EXERCISE GOAL
Write out the entries, please, from the line containing "Extract the structured data from the screenshot" through their final line, exactly and with nothing else.
========
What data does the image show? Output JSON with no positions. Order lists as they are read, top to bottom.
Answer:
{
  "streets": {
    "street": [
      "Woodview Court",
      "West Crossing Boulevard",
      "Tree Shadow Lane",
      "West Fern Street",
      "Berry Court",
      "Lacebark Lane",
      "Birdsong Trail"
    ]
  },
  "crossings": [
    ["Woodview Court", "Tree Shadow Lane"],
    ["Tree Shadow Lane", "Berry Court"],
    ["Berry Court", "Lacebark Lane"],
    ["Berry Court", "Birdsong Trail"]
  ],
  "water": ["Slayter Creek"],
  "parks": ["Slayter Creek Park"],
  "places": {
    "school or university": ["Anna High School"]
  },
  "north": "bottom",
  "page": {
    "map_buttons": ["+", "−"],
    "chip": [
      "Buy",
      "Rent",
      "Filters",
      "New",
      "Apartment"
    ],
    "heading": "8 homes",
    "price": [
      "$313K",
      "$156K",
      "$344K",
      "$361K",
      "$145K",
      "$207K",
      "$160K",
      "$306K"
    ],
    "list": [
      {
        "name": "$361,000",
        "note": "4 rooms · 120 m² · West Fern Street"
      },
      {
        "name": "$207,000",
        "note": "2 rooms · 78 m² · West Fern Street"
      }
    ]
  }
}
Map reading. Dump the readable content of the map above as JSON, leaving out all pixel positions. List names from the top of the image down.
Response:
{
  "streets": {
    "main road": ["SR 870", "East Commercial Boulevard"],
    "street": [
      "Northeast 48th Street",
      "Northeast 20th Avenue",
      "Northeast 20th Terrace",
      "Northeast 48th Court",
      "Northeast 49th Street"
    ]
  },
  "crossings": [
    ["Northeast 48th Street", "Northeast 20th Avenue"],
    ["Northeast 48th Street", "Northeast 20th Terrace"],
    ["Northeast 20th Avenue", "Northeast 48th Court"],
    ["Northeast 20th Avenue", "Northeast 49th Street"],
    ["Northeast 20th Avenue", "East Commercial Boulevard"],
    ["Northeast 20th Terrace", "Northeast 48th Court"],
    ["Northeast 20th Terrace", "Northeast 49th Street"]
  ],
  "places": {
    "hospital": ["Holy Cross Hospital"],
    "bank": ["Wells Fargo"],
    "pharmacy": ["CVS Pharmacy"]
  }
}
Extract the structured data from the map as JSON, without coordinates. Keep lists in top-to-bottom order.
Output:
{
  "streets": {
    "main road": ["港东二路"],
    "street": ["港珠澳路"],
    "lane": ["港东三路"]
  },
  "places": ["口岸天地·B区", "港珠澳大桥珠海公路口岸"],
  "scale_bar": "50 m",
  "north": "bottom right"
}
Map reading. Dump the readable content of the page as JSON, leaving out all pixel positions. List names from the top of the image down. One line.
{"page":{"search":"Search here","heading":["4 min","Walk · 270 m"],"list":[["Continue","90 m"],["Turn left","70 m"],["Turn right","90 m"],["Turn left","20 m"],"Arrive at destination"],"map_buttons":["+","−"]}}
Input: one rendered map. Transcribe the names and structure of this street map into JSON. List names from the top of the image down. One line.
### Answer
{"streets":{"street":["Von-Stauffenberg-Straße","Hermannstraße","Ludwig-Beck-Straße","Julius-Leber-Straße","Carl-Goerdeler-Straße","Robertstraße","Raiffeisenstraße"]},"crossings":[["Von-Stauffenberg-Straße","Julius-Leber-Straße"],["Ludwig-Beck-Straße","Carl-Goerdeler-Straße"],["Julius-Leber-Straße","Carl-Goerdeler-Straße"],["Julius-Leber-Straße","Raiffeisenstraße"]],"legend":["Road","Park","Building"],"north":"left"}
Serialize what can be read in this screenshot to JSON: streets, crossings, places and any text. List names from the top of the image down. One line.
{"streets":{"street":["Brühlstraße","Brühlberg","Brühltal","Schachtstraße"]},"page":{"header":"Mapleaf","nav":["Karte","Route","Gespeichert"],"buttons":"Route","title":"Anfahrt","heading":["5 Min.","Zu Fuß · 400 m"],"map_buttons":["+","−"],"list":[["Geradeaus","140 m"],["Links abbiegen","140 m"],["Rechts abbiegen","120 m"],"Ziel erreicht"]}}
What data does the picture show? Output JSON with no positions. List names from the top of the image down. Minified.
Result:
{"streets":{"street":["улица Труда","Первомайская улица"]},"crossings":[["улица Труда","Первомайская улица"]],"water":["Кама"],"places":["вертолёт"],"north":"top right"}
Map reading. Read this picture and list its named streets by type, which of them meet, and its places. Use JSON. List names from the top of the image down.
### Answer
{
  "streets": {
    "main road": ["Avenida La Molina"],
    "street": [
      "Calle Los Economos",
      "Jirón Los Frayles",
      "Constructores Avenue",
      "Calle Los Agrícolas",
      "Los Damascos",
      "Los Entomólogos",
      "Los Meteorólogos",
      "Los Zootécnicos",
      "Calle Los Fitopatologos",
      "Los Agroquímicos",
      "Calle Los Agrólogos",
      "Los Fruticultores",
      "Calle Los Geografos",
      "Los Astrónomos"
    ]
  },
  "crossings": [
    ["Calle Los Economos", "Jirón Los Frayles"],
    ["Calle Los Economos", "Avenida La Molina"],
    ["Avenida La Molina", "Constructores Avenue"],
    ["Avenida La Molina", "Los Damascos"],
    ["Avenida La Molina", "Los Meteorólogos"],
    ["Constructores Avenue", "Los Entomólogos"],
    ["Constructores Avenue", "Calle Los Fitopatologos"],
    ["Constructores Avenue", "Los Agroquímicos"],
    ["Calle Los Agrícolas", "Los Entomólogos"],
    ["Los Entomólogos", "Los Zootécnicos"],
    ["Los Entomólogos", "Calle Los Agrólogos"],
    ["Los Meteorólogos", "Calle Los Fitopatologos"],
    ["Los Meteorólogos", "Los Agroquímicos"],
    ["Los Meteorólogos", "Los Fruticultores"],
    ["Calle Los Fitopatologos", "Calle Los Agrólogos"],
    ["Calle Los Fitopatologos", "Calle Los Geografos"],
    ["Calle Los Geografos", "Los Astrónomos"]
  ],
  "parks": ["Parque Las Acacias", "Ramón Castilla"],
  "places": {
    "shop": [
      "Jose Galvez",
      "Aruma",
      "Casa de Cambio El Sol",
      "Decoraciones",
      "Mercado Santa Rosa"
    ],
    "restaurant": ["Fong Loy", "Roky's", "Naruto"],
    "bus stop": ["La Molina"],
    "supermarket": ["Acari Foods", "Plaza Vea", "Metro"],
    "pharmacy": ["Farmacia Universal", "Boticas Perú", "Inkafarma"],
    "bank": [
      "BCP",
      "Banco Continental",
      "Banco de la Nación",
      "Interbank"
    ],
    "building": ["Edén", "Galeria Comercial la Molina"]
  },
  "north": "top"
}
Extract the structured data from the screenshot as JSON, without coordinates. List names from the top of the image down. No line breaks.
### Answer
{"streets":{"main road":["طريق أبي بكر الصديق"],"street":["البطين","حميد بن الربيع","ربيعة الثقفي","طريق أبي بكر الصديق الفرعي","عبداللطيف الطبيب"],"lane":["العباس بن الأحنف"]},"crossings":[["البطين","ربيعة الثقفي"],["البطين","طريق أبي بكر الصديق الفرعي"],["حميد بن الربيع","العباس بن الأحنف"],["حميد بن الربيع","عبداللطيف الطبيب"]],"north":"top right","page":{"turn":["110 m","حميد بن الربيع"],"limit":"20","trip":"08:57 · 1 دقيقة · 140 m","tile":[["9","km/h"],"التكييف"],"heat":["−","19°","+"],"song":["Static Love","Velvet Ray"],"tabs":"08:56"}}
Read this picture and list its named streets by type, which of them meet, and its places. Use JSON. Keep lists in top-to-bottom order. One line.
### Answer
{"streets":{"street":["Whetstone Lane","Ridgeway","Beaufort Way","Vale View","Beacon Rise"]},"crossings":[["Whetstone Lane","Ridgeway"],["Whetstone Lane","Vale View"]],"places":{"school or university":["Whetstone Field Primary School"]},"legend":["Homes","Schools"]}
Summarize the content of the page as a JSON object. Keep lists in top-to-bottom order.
========
RESULT FOR THIS TASK
Extract the structured data from the screenshot as JSON, without coordinates. List names from the top of the image down. No line breaks.
### Answer
{"streets":{"main road":["طريق أبي بكر الصديق"],"street":["البطين","حميد بن الربيع","ربيعة الثقفي","طريق أبي بكر الصديق الفرعي","عبداللطيف الطبيب"],"lane":["العباس بن الأحنف"]},"crossings":[["البطين","ربيعة الثقفي"],["البطين","طريق أبي بكر الصديق الفرعي"],["حميد بن الربيع","العباس بن الأحنف"],["حميد بن الربيع","عبداللطيف الطبيب"]],"north":"top right","page":{"turn":["110 m","حميد بن الربيع"],"limit":"20","trip":"08:57 · 1 دقيقة · 140 m","tile":[["9","km/h"],"التكييف"],"heat":["−","19°","+"],"song":["Static Love","Velvet Ray"],"tabs":"08:56"}}
Read this picture and list its named streets by type, which of them meet, and its places. Use JSON. Keep lists in top-to-bottom order. One line.
### Answer
{"streets":{"street":["Whetstone Lane","Ridgeway","Beaufort Way","Vale View","Beacon Rise"]},"crossings":[["Whetstone Lane","Ridgeway"],["Whetstone Lane","Vale View"]],"places":{"school or university":["Whetstone Field Primary School"]},"legend":["Homes","Schools"]}
Summarize the content of the page as a JSON object. Keep lists in top-to-bottom order.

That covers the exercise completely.